Go to Properties in the sidebar and click Create Custom Property
Choose Prompt Property
Choose Numerical (scores 1-5)
Name it Helpfulness
Write your initial guidelines:

You are an evaluator. Rate the helpfulness of the provided answer to the user's question.

Guidelines:
1. Consider whether the answer addresses the user's question.
2. Check whether the answer is clear and actionable.
3. High scores = very helpful; low scores = not helpful.

Provide reasoning and a final score: Final Score: [1-5]

Set data fields to: Input (user question) and Output (LLM answer) - both as Must

Step 2: Use AI-assisted improvement

Before testing, use AI-assisted improvement to strengthen your initial guidelines. Deepchecks can suggest refinements based on patterns in similar evaluations - catching ambiguities and edge cases you may not have anticipated yet.

→ See Improve Guidelines with AI.

This is worth doing upfront because it often catches issues before you even run your first test.

Step 3: Test on real interactions

Use the built-in Test feature before saving. Select three representative interactions:

One clearly helpful response
One partially helpful response
One unhelpful response

Review the scores and reasoning the model produces. Look for:

Does it distinguish between the three levels?
Is the reasoning specific, or vague (e.g., "the answer is okay")?
Does it overrate partially helpful responses?

Step 4: Identify problems and refine

Common issues at this stage:

Score inflation - the model gives 4 or 5 to mediocre responses
Vague reasoning - "the answer addresses the question" with no detail
Inconsistency - similar inputs get different scores

Fix by adding score anchors to your guidelines. Edit the property and make the scoring scale explicit:

Guidelines:
1. Score 5: Fully answers the question, clear, actionable, no missing info.
2. Score 3: Partially answers - some missing info or unclear steps.
3. Score 1: Does not answer, irrelevant, or confusing.

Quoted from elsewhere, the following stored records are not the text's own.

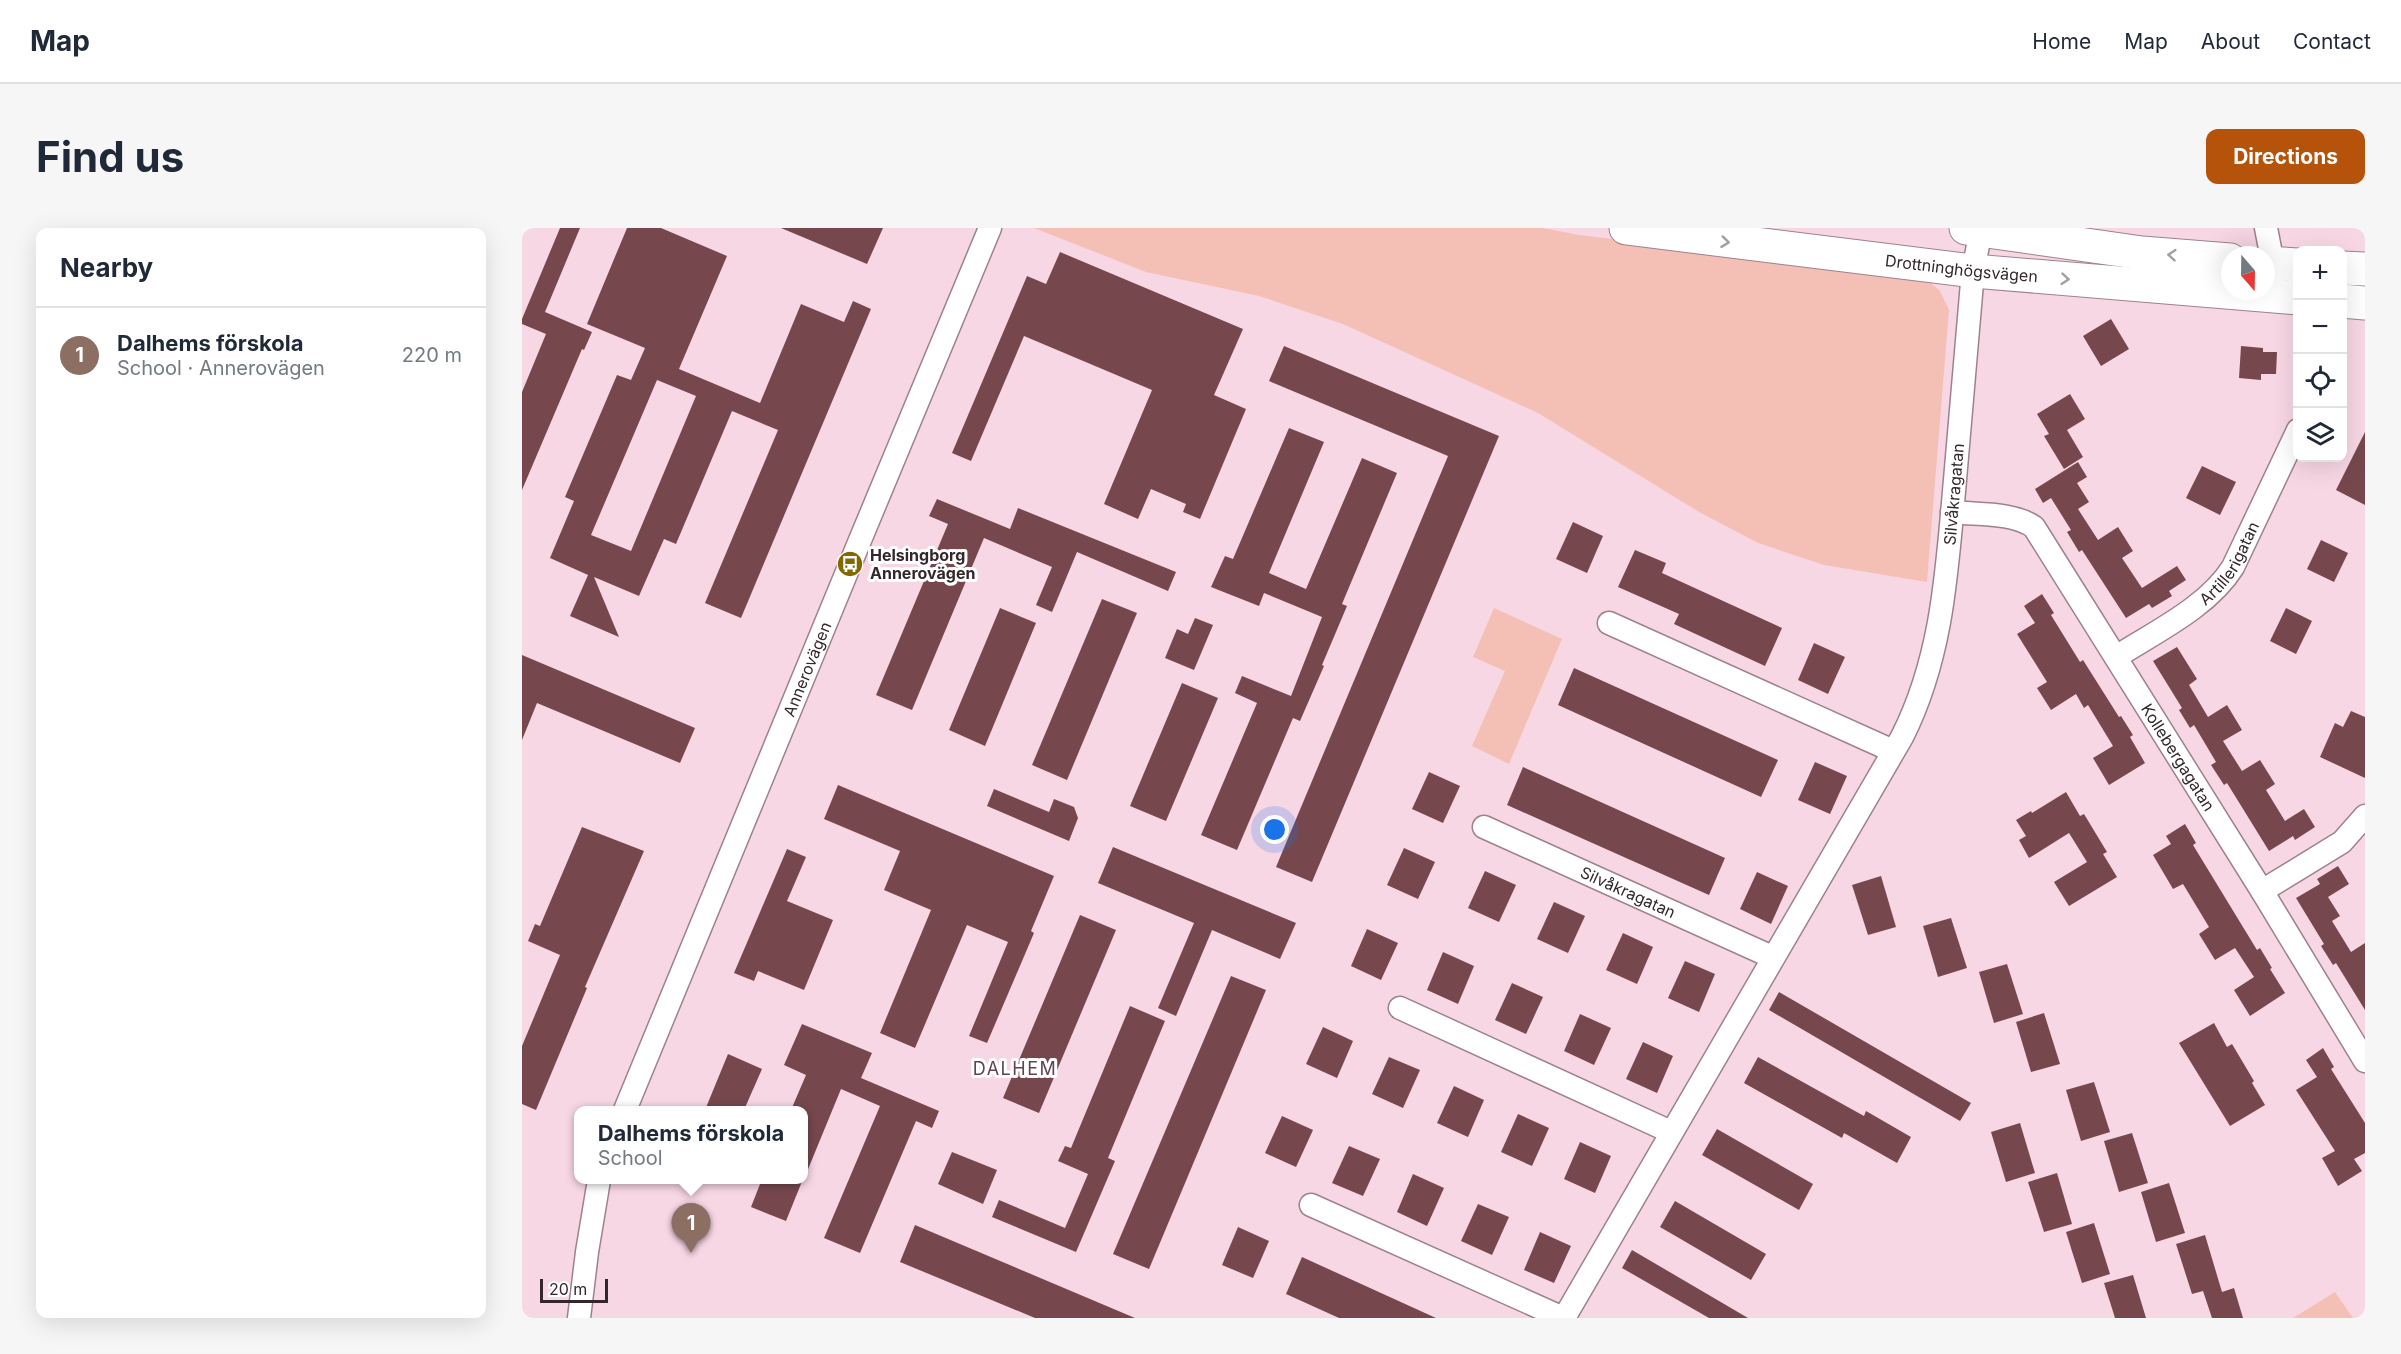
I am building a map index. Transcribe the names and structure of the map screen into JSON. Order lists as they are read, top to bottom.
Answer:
{
  "streets": {
    "street": [
      "Drottninghögsvägen",
      "Silvåkragatan",
      "Artillerigatan",
      "Annerovägen",
      "Kollebergagatan"
    ]
  },
  "crossings": [
    ["Drottninghögsvägen", "Silvåkragatan"],
    ["Silvåkragatan", "Kollebergagatan"],
    ["Artillerigatan", "Kollebergagatan"]
  ],
  "districts": ["DALHEM"],
  "places": {
    "bus stop": ["Helsingborg Annerovägen"]
  },
  "scale_bar": "20 m",
  "north": "bottom",
  "page": {
    "header": "Map",
    "nav": [
      "Home",
      "Map",
      "About",
      "Contact"
    ],
    "buttons": "Directions",
    "title": "Find us",
    "heading": "Nearby",
    "map_buttons": ["+", "−"],
    "list": [
      {
        "mark": "1",
        "name": "Dalhems förskola",
        "note": "School · Annerovägen",
        "value": "220 m"
      }
    ],
    "popup": ["Dalhems förskola", "School"],
    "pins": "1",
    "scale": "20 m"
  }
}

Re-test the same three interactions. The model should now:

Score the partially helpful answer as 3 (not 4 or 5)
Produce reasoning that references specific missing or present elements

If the results still don't match your judgment, keep iterating:

If it still overrates → add more explicit examples of what constitutes a 3 in your domain
If it underrates → clarify what counts as a 5

Step 5: Final validation and save

Test on a larger sample (10+ interactions) before saving. Confirm that:

Scores are consistent across similar interactions
Reasoning aligns with what a human reviewer would say
Edge cases (avoided answers, very short responses) are handled as expected

Once satisfied, save the property. Saving affects future calculations - all new interactions will be scored automatically. You also have the option to recalculate on past interactions, so you can apply the property retroactively to existing data.

Tips

Start simple, then iterate. A vague guideline will produce vague scores. Use test results to identify exactly where it's going wrong.
Anchor every score level. Ambiguity in your scale leads to inconsistency. Define what 1, 3, and 5 mean concretely.
Test on real interactions, not ideal ones. Edge cases - one-word answers, off-topic responses, refusals - are where properties break most often.